■ **DIRECTIONS**:
Your answer consists of the lines in the data that contain "Wilton". Copy each of them.

■ **PROVIDED RECORDS**:
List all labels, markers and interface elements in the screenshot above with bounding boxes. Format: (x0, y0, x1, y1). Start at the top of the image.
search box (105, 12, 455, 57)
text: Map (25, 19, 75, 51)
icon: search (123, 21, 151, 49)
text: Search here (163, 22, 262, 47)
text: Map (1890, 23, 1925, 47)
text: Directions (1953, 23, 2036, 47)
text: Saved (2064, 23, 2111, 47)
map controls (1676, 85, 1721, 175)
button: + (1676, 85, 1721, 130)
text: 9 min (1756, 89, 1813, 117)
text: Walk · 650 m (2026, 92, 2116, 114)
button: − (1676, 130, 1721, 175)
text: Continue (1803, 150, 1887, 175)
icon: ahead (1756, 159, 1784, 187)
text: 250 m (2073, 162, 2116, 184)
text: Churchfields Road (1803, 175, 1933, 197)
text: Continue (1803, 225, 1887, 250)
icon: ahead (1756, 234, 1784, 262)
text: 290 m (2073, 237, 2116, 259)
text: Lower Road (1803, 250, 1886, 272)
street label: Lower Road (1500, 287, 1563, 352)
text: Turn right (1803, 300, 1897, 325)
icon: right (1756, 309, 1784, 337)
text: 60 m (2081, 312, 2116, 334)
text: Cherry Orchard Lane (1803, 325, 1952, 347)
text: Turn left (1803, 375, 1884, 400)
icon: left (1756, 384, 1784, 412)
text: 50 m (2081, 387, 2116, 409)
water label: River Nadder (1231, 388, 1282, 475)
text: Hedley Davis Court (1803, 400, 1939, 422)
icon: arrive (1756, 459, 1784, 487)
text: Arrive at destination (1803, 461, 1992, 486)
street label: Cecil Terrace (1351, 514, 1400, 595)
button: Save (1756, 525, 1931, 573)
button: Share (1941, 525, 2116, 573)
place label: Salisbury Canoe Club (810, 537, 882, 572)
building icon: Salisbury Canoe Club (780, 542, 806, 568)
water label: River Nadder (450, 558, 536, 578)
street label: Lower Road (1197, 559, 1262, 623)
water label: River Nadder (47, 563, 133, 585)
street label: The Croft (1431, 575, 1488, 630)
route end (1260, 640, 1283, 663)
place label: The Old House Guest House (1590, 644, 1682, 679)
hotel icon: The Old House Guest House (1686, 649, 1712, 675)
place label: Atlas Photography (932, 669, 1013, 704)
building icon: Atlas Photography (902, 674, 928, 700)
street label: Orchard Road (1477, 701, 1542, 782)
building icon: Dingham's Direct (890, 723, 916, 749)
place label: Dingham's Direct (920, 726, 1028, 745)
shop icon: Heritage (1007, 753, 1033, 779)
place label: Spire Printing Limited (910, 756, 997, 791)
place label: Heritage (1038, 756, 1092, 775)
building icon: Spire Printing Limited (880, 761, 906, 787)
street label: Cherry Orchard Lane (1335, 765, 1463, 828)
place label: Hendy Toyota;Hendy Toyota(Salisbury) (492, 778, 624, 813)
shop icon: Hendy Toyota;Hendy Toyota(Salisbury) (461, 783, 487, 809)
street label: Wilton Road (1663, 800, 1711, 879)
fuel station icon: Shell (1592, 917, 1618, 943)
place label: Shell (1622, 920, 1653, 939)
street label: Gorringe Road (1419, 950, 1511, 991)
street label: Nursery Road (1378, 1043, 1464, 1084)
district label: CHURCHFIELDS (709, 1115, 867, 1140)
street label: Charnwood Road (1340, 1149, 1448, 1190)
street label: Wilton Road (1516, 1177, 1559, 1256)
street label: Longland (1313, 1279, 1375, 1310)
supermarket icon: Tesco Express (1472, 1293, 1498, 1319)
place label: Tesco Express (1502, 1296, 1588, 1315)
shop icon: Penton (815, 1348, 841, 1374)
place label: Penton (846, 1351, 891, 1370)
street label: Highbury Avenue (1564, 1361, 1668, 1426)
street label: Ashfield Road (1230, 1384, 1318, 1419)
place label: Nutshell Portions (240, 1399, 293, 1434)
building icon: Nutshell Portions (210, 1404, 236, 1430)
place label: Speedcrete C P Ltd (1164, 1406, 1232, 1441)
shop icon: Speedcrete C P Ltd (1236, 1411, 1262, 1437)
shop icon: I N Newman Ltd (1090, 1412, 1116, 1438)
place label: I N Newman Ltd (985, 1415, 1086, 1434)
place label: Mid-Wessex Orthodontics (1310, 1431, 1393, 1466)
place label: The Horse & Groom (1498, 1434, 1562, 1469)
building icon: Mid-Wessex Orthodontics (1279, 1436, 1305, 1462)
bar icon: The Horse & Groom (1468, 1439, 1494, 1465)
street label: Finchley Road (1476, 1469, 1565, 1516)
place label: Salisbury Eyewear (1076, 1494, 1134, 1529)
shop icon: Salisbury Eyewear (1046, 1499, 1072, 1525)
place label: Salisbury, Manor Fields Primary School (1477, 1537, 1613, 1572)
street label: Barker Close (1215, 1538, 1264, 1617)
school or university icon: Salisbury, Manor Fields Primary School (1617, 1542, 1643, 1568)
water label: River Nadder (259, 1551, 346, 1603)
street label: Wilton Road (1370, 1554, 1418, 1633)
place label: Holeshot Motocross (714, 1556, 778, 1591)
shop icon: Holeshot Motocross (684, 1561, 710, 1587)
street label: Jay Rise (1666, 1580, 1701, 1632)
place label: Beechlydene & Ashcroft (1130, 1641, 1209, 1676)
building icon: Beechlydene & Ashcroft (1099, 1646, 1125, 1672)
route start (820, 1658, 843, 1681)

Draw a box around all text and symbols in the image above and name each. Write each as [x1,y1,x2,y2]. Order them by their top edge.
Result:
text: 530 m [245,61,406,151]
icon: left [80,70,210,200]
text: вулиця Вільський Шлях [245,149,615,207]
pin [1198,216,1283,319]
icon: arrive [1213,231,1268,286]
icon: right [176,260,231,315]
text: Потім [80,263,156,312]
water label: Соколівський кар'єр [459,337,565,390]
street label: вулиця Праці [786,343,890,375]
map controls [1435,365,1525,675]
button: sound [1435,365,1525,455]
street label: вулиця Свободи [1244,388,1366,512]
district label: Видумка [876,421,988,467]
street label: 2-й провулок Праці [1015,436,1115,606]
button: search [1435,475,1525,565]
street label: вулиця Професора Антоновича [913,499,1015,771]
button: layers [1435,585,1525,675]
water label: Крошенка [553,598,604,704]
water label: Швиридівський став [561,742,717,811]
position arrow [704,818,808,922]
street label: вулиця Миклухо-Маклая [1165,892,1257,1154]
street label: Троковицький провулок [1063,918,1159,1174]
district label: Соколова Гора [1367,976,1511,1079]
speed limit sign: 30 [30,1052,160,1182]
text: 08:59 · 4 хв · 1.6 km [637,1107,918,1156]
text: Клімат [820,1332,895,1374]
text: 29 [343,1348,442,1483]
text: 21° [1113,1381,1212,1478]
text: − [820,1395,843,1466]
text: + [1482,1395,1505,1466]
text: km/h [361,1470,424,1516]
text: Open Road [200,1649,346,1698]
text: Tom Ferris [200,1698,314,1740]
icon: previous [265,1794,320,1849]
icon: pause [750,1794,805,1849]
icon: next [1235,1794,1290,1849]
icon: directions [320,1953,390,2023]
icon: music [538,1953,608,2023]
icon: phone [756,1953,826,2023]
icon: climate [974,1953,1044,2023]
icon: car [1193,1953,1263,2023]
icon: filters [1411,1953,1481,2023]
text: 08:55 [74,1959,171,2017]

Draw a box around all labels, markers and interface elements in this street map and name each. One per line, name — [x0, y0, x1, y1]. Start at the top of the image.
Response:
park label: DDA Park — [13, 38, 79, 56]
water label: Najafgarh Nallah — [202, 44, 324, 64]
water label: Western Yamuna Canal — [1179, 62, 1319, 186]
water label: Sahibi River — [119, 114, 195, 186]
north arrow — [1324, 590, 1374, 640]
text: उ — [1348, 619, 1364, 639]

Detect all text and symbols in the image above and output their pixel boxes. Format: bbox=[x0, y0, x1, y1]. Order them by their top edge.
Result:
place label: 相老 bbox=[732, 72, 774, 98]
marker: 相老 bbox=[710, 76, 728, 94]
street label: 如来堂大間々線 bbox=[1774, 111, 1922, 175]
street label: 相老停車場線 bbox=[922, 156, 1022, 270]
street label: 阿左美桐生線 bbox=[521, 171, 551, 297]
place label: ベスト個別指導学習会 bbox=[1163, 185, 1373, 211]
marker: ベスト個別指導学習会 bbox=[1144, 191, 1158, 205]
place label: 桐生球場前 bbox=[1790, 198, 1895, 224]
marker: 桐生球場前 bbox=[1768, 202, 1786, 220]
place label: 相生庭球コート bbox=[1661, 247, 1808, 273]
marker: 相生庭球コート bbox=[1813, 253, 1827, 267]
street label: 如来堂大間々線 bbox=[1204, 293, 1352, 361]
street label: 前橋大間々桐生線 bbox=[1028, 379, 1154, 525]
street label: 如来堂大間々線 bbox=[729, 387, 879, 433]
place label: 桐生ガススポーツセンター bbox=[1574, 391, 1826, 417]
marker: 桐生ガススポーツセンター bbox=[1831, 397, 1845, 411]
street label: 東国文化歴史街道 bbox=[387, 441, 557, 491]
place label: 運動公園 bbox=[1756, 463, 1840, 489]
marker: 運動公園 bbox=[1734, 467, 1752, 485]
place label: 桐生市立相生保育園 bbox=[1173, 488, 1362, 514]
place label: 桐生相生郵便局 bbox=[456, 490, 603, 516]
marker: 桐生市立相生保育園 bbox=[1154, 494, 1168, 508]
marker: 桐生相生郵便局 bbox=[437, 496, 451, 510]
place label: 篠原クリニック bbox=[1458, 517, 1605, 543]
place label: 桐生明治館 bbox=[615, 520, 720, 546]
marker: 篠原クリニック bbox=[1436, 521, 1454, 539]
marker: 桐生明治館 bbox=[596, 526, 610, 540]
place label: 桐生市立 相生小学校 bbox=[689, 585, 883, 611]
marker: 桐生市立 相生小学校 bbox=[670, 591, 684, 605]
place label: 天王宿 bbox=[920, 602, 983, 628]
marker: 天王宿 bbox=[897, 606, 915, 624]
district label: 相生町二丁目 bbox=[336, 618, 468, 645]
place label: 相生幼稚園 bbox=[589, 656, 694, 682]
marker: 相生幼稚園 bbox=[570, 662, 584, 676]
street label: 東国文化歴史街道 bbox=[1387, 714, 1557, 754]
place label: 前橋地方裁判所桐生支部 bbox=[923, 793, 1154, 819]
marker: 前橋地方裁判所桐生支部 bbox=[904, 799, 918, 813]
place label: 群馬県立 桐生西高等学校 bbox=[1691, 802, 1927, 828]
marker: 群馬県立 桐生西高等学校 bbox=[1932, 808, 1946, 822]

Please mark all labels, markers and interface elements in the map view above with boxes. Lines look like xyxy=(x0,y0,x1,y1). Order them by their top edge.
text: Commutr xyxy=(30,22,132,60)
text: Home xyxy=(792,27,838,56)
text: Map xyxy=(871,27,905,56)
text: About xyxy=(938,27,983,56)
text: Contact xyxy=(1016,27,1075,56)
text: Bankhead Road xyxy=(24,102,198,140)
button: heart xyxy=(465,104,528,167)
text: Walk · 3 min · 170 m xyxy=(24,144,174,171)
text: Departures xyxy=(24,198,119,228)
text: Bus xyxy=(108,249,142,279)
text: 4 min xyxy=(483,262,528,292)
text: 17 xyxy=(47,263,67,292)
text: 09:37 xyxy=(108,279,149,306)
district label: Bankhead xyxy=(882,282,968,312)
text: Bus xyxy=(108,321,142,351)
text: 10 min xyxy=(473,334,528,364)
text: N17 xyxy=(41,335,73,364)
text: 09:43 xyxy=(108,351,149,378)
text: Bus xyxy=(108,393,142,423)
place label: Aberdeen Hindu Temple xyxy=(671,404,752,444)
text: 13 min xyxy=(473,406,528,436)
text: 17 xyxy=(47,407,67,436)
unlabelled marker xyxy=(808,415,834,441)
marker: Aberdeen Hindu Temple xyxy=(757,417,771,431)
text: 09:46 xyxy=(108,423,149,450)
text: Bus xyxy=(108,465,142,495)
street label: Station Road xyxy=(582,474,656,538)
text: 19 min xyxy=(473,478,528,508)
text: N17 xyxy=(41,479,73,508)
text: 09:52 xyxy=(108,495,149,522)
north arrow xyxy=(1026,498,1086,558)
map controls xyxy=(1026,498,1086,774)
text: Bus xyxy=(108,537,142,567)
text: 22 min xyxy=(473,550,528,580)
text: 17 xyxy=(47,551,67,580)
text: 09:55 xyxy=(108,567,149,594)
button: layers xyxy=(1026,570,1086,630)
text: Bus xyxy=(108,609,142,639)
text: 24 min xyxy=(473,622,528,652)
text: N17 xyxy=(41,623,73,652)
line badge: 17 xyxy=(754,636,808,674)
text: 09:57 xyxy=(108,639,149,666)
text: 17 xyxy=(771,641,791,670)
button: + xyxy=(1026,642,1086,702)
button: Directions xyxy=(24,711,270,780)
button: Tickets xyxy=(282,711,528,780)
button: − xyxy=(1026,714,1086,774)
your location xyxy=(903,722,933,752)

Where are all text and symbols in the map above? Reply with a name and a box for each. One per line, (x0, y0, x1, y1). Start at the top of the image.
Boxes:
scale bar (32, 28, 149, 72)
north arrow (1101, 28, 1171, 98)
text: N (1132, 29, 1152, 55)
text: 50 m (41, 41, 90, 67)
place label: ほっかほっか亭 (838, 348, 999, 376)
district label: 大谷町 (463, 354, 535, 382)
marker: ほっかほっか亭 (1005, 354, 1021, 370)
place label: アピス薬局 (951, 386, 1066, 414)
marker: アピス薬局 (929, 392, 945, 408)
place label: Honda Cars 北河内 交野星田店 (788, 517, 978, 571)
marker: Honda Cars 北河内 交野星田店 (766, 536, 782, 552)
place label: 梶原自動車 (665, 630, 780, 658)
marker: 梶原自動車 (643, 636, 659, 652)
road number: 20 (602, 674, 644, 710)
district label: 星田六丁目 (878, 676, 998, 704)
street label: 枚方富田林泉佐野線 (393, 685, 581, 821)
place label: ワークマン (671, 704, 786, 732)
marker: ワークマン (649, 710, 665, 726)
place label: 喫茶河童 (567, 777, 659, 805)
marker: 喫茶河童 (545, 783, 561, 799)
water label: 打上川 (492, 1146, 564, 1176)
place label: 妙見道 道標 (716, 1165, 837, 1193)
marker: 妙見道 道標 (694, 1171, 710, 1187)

■ **YOUR SOLUTION**:
street label: Wilton Road (1663, 800, 1711, 879)
street label: Wilton Road (1516, 1177, 1559, 1256)
street label: Wilton Road (1370, 1554, 1418, 1633)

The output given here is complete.